En janvier 2026, la réforme des allocations risque de provoquer une onde de choc sociale. Entre gel des prestations, plafonds de ressources figés et un calcul rétroactif des droits par la CAF, le gouvernement Bayrou assume une orientation budgétaire qui pourrait exclure une partie des allocataires de toute aide.
Allocations sociales : qui sera exclu de l’aide en 2026 ?

Le 3 septembre 2025, François Bayrou a confirmé sur BFMTV que l’« année blanche » des prestations sociales faisait partie de son projet. Derrière cette formule, le gouvernement prépare une mesure plus technique mais redoutée : le gel des plafonds de ressources pour 2026. Or, les droits des allocations étant recalculés chaque janvier, la combinaison de ces deux choix ferait perdre l’aide à des milliers de ménages.
Allocations : le gel des plafonds de ressources dès janvier 2026
Selon CNews, la CAF réévaluera les droits en janvier 2026 sur la base des revenus 2024. Or, les salaires ont progressé de 3 % en 2024. Si les plafonds pour toucher les allocations sociales restent figés, des allocataires dépasseront mécaniquement la limite et perdront leurs aides.
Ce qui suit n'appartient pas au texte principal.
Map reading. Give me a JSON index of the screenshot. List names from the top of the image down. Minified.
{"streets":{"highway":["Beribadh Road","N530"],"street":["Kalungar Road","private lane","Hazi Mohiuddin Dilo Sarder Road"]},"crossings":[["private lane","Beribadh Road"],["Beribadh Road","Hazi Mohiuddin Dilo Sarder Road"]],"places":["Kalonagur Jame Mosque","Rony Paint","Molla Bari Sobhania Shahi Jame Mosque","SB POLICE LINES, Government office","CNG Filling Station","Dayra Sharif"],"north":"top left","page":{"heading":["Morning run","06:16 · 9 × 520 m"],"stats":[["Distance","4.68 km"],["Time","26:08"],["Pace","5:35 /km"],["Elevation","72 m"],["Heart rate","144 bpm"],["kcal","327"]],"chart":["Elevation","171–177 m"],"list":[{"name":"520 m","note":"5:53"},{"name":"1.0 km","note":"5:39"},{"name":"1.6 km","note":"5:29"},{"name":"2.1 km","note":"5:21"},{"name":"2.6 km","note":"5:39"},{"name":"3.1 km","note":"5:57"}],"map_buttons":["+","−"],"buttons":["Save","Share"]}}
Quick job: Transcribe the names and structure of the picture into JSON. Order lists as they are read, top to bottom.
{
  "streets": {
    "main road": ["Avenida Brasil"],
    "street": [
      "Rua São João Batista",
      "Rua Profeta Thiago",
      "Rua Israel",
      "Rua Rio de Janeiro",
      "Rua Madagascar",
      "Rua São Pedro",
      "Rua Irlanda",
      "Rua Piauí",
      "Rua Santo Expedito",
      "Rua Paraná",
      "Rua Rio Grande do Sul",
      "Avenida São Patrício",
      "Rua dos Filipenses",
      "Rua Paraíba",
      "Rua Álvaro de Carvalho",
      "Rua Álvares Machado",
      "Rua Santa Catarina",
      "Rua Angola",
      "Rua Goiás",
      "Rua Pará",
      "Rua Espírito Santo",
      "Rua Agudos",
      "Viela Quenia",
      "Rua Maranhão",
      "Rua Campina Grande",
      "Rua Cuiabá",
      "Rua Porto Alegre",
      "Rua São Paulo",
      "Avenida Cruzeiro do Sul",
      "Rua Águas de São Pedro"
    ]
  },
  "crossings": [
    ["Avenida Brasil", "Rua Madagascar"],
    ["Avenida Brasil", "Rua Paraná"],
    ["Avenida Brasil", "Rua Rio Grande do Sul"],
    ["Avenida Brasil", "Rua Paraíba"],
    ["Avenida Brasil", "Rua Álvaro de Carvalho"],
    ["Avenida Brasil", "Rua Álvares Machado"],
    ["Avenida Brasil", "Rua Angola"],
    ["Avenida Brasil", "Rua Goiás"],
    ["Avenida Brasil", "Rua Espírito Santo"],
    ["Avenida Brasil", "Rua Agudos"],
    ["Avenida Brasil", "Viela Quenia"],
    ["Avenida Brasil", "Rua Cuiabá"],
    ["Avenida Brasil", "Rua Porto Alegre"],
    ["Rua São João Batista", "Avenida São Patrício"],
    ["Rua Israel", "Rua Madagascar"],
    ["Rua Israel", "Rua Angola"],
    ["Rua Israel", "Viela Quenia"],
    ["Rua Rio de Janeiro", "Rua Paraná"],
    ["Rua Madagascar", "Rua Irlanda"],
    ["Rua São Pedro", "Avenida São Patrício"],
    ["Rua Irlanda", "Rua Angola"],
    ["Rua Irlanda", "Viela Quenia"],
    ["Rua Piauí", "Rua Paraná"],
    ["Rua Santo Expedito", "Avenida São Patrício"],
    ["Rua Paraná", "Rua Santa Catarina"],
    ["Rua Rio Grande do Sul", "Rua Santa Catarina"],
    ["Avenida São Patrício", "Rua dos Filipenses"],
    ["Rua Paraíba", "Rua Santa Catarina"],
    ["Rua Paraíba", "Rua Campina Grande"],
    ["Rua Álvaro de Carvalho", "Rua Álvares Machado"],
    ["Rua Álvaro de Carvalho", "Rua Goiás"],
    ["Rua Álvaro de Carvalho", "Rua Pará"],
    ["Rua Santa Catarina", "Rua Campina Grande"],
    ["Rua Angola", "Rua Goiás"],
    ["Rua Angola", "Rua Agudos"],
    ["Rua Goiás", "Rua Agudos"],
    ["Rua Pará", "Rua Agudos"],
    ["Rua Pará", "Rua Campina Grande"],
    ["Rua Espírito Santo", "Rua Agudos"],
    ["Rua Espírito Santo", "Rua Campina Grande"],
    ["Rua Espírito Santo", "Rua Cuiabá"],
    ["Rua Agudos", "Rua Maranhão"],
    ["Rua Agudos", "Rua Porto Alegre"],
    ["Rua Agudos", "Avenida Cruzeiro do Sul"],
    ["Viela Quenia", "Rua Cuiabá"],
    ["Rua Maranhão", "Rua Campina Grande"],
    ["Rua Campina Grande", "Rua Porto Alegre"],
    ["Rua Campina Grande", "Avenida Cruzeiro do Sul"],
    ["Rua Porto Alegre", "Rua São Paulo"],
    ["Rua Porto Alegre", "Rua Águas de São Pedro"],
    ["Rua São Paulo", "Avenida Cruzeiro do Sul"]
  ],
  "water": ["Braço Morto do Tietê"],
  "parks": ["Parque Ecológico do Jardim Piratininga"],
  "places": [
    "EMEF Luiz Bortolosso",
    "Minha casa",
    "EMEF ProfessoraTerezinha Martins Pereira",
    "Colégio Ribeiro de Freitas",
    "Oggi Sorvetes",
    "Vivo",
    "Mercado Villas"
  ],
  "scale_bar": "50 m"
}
Droit-Finances rappelle que ce gel des plafonds est en vigueur depuis plusieurs années. En 2026, son effet sera plus brutal car l’année de référence, 2024, diffère de la situation actuelle. Ainsi, un ménage dont les ressources n’ont pas augmenté en 2025 pourra voir ses allocations suspendues, uniquement parce que la base de calcul retient une année plus favorable. Et l’exécutif assume cette logique comme un levier d’économie budgétaire.
Des familles privées d’aides sociales par effet de seuil
Un exemple frappant concerne la PAJE de base. Selon Droit-Finances, une famille type qui percevait cette allocation à taux partiel pourrait la perdre si ses ressources dépassent de peu le plafond. Le manque à gagner serait de 98,30 € par mois, soit environ 1 180 € par an, selon Droit-Finances.
Ainsi, comme l’indique CNews, « beaucoup d’allocataires de la CAF perdront leurs droits dès janvier ». Les allocations, conçues pour amortir les écarts de ressources, deviendraient au contraire un vecteur d’exclusion. Le paradoxe ? la réforme touche surtout des foyers modestes qui ne verront pas leur revenu réellement progresser, mais qui dépasseront artificiellement les seuils fixés.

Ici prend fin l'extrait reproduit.